Wednesday, June 20, 2012

What's the Issue?

I have been ruminating over a thought since the school year ended. 

There has been lots of debate here in Texas over state testing, whether it's a good measure, whether it's too hard, whether the accountability is taking the joy out of learning and putting too much pressure on the kids.Curriculum and standards are changing nationally, and there are people who are questioning those as well.

My thought has been about how we are spending too much time debating the wrong things. There will always be people on both sides of the spectrum...there will always be disagreement.

We should, and I do, shift my attention to the thing we ALL agree on...we want the absolute BEST education for our child, we want them to come out of our classrooms armed with the ability to be successful in our world. RIGHT?

In my 20 years of teaching, I have been a part of enough presentations with teachers, grad students, and administrators. I hear a lot of buzzwords: "I want them to become life long learners," " to love learning," and "I am using best practices." 

But...I hear a lot of "I want to create," "I want to make my classroom," "I want the kids to understand..." I may be picking at language here, however, those statements are lacking. I don't doubt the sincerity and the good intentions, but those statements feed into the arguments above: that there is some sort of perfect "method" that works best, and it's our job to have that all in place in order for kids to learn.

I completely disagree. Our world is all but static, stable, and predictable. We need to be teaching kids to be flexible, to take on challenge, and to look at things as problem solvers. That's what's going to make them successful.

Intrinsic learners, capable of looking at any test, any piece of literature, any math problem, any science query...and THINKING. Not just searching for a set of steps they memorized to get through the task, but LEARNING through doing it. 

Behaving like learners means treating life like a puzzle without a box top to show you it's completed picture (which, in my life for sure, it is). When you are doing a puzzle, you know certain things...edges have straight sides, corner pieces look different, and each has a specific cut which matches somewhere. You are fully capable of figuring how it goes together. It just takes time and THOUGHT.

Those of you who know me know I have done a great deal of reading brain research and brain based teaching. It's amazing. The brain/body/emotion connection is huge. So are there ways that are better to teach? Yes.

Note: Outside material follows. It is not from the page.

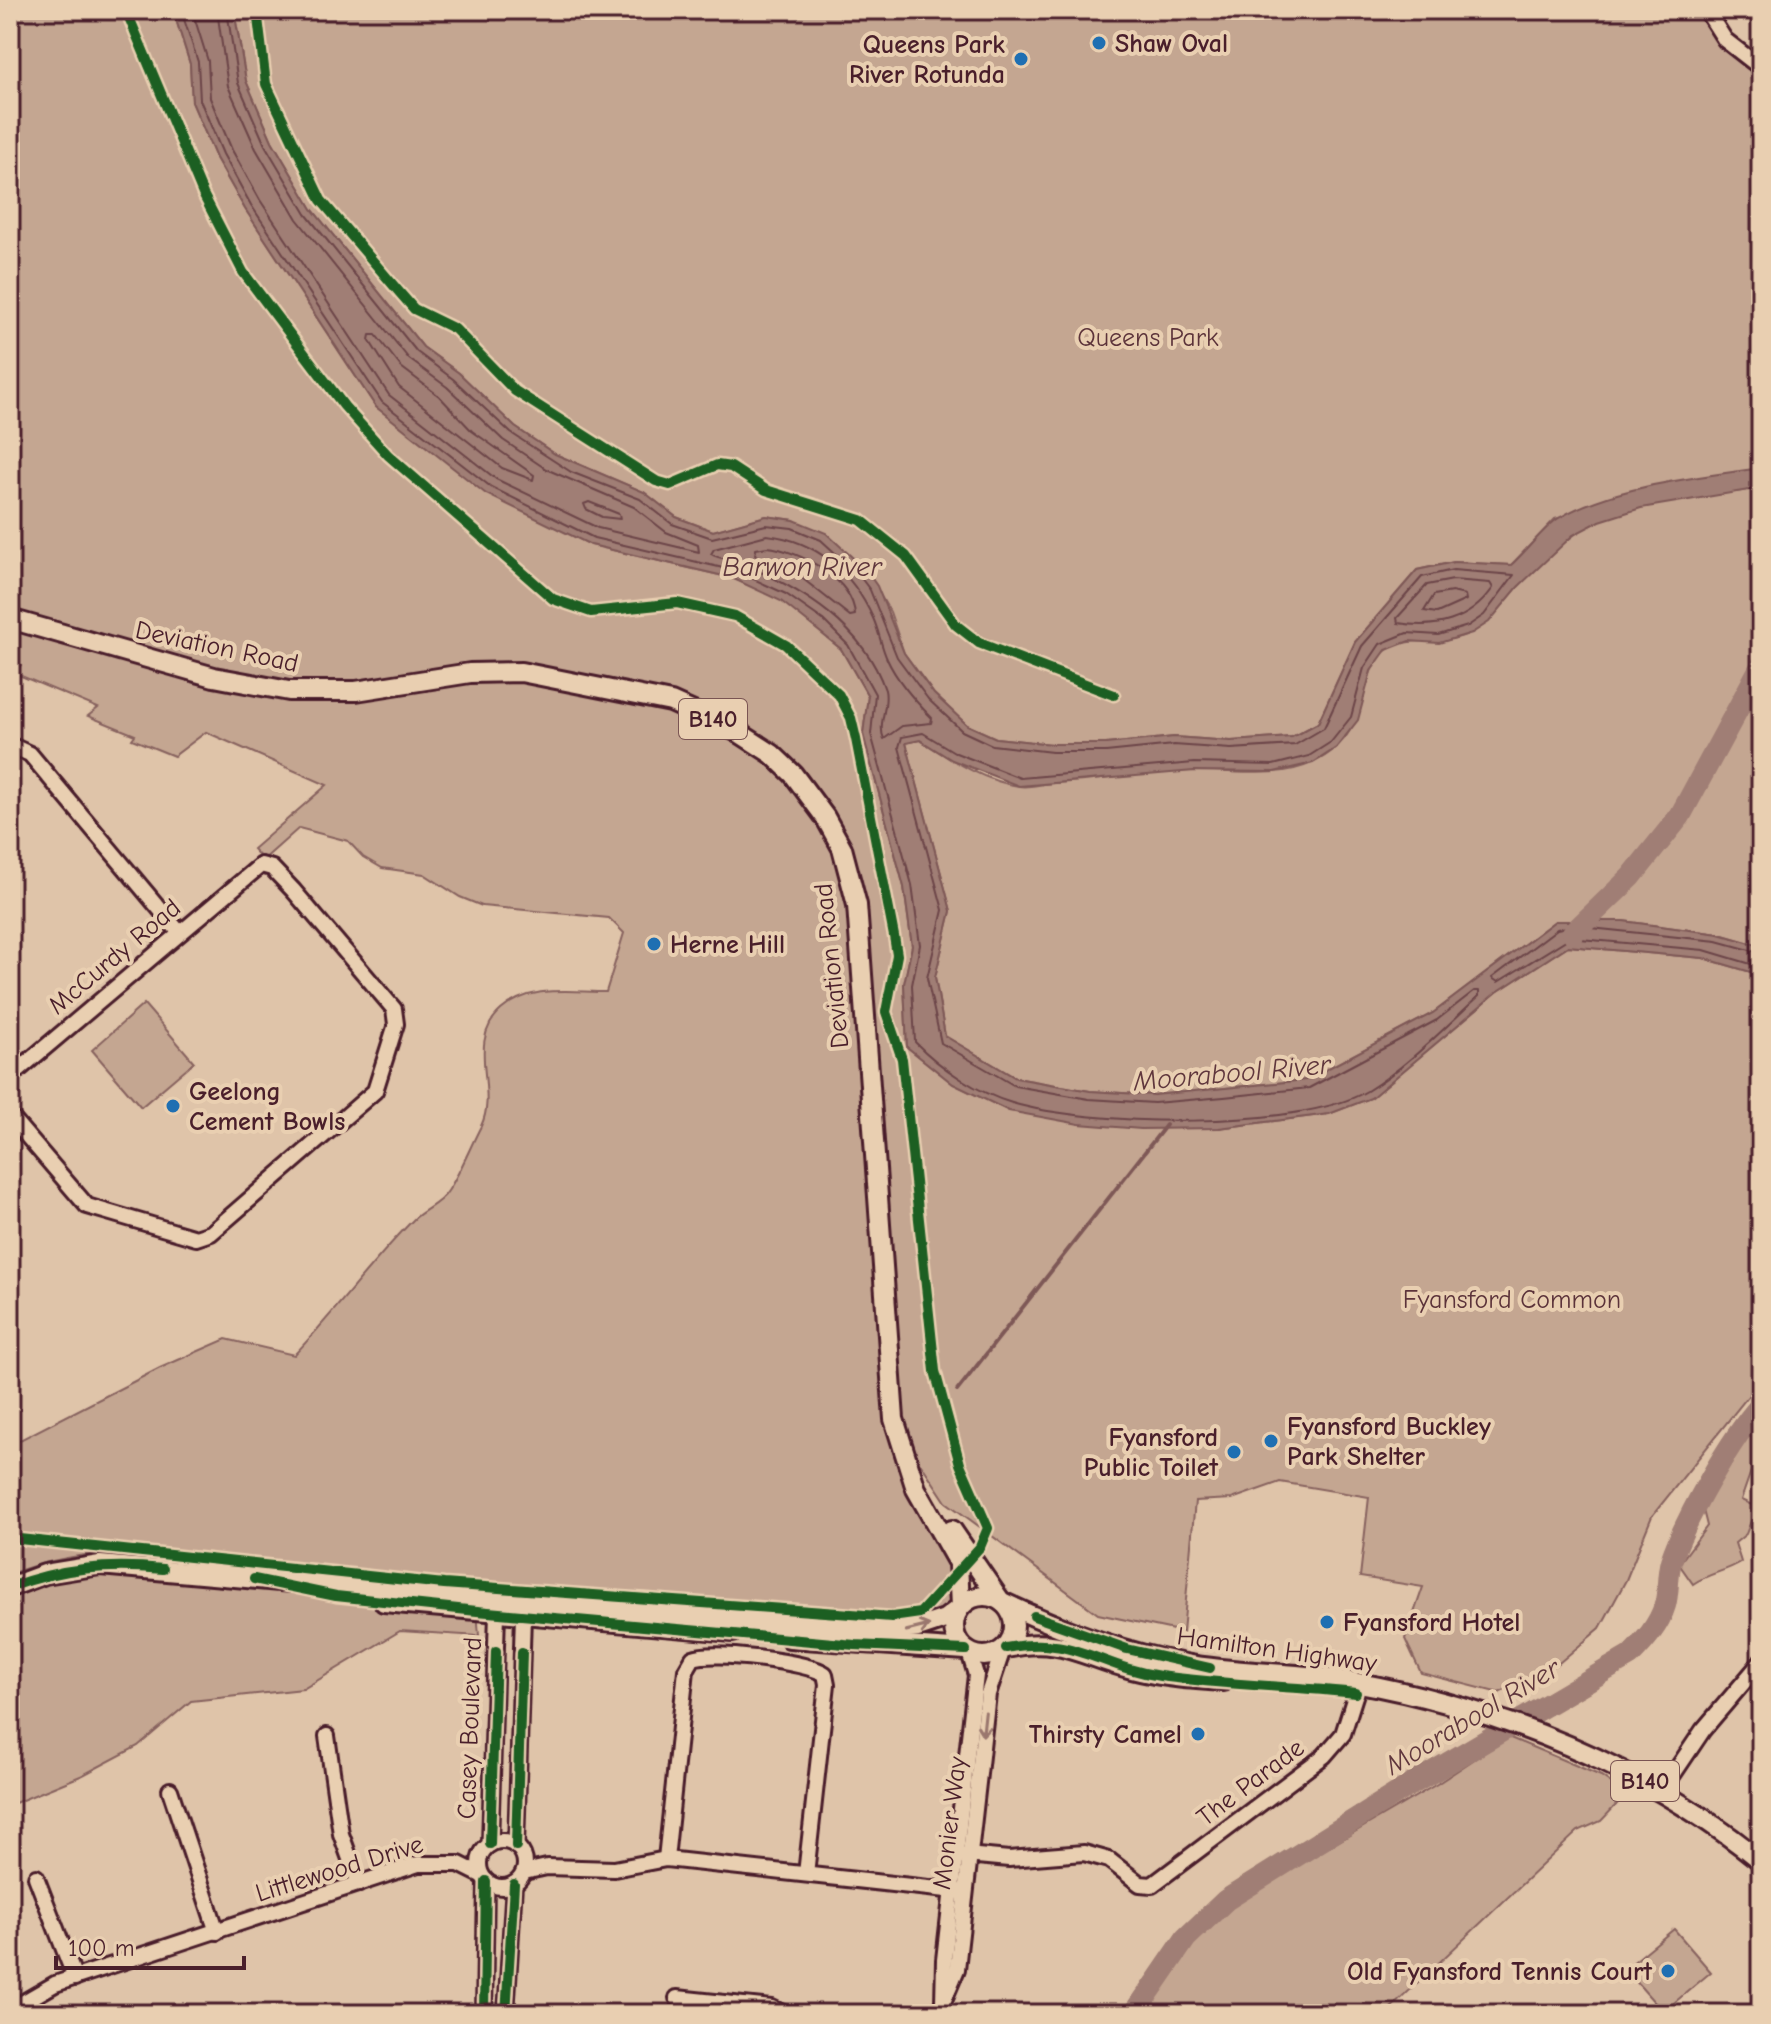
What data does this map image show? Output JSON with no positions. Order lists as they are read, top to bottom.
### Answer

Do I sound contradictory? But ways/materials/strategies (for lack of a better word, stuff) is merely that. It's more that what you do with it...it's YOU. 

How many of you have ever heard your kids tell you they had fun learning on the computer? Think about the words they use to tell you and their emotional attachment. OK, now think about your kids talking about a favorite teacher - things they said/did - and how long they remembered them...Yes, there is a distinct difference.

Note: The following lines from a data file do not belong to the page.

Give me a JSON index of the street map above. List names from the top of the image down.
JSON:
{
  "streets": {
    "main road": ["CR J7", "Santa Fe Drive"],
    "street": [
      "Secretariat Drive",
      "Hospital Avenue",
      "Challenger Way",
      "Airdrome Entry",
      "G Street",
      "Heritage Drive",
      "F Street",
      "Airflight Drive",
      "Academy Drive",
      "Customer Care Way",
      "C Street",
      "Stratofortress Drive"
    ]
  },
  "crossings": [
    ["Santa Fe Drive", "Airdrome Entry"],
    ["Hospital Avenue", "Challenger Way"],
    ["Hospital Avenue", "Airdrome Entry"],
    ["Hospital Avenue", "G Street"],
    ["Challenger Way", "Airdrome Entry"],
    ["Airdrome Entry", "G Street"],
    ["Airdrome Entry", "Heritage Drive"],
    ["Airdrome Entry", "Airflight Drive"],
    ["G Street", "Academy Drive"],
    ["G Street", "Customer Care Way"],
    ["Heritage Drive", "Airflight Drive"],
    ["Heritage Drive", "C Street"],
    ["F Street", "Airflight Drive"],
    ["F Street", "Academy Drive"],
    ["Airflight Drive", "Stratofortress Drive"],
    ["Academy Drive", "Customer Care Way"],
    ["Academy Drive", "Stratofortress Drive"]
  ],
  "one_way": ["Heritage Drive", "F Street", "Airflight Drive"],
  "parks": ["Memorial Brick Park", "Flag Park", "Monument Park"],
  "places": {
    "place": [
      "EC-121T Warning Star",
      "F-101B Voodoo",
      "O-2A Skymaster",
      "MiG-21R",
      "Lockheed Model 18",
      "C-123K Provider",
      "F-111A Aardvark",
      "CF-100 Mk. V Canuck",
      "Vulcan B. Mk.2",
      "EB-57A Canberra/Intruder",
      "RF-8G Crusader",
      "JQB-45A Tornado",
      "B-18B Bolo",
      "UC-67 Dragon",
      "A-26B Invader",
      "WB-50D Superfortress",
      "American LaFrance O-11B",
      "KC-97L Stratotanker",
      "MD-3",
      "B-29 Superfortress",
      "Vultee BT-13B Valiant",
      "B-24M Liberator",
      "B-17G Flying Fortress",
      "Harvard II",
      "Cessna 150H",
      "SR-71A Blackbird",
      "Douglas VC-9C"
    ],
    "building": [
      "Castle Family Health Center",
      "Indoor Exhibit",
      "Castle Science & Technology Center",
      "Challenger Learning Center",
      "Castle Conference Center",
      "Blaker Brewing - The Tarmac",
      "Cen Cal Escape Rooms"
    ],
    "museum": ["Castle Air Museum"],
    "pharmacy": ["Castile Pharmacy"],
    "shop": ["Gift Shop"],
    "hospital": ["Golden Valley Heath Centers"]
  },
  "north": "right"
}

Here's another example of what I mean. I have always taught reading from literature. From books. Not a textbook. Textbooks have come a long way in including good literature, and there is nothing inherently wrong with them. But think...did you prefer reading your college textbooks, articles, or  trade books that discussed the same subject matter? Think about the way in which you approached each of those types of reading. Which is the most motivating? Think as your child...which would give you the impression that reading is a task...reading is for fun...reading is part of life? 

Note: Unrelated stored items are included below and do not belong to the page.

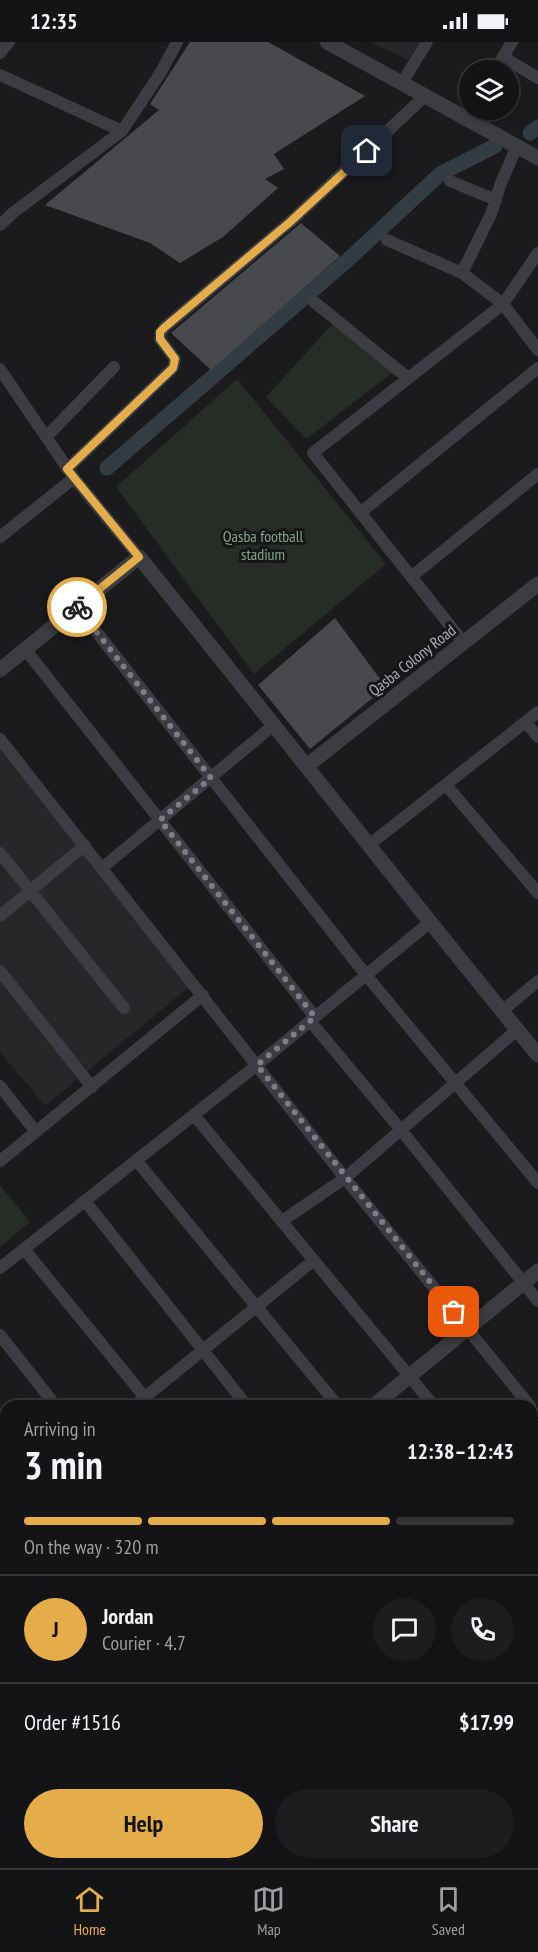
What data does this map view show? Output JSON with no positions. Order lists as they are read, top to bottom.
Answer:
{
  "streets": {
    "street": ["Qasba Colony Road"]
  },
  "parks": ["Qasba football stadium"],
  "page": {
    "status": "12:35",
    "heading": ["3 min", "Arriving in", "12:38–12:43"],
    "panel": [
      "Jordan",
      "Courier · 4.7",
      "Order #1516",
      "$17.99"
    ],
    "bar": "On the way · 320 m",
    "round": "J",
    "buttons": ["Help", "Share"],
    "tabs": ["Home", "Map", "Saved"]
  }
}
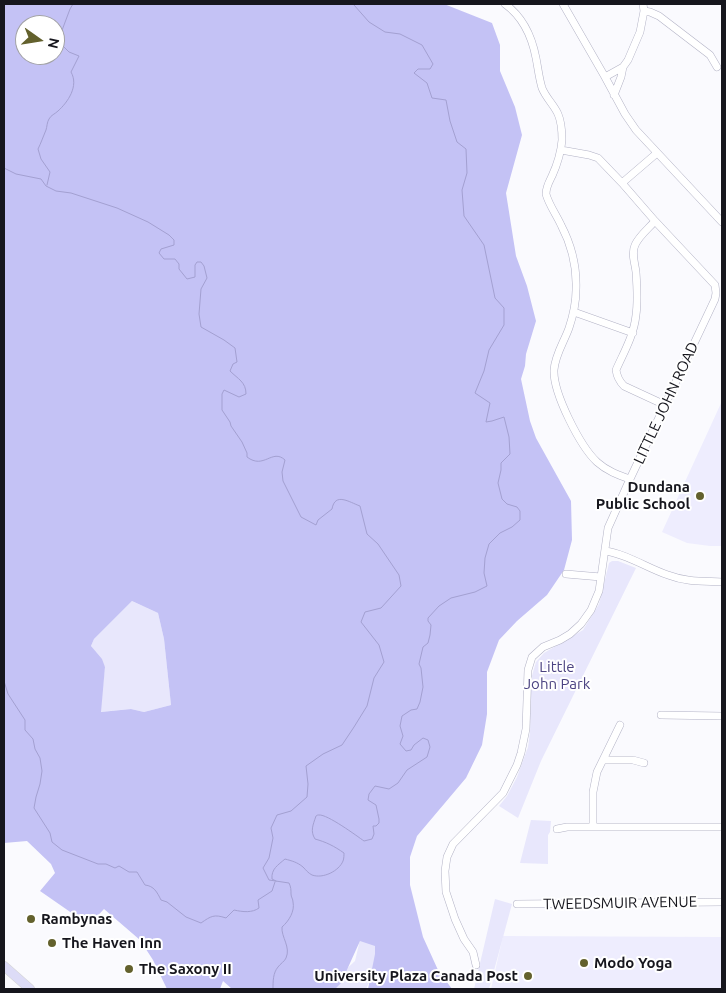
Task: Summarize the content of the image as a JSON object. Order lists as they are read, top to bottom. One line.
{"streets":{"street":["LITTLE JOHN ROAD","TWEEDSMUIR AVENUE"]},"parks":["Little John Park"],"places":["Dundana Public School","Rambynas","The Haven Inn","Modo Yoga","The Saxony II","University Plaza Canada Post"],"north":"right"}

Teaching has definitely grown in this area. Teachers are using book sets more than ever. However, I don't want to make the issue about the kind of material, the structure of the classroom, or the routines. Again, those are so very important to making the environment prime for learning, BUT...and here's what I want the focus to be...the PEOPLE factor is the key.  The approach is not "You need to learn to read" but "you ARE a reader."

Add RELATING and CONNECTING to kids with respect, admiration, and high expectation - they will TRUST. With trust in me, I can teach them to be trusting of THEMSELVES. I can show them, through whatever content, that they are capable beyond their wildest imagination. They have things INSIDE that are not only worthy of sharing and developing...it's ESSENTIAL to the world that they do.

That's how they develop the sense that they matter. That learning matters, because they get to think. 

That is what is going to take away the issue of what the test looks like, what the standards look like...because teaching will have shifted the focus to teaching kids the one important thing...that THEY ARE THINKERS.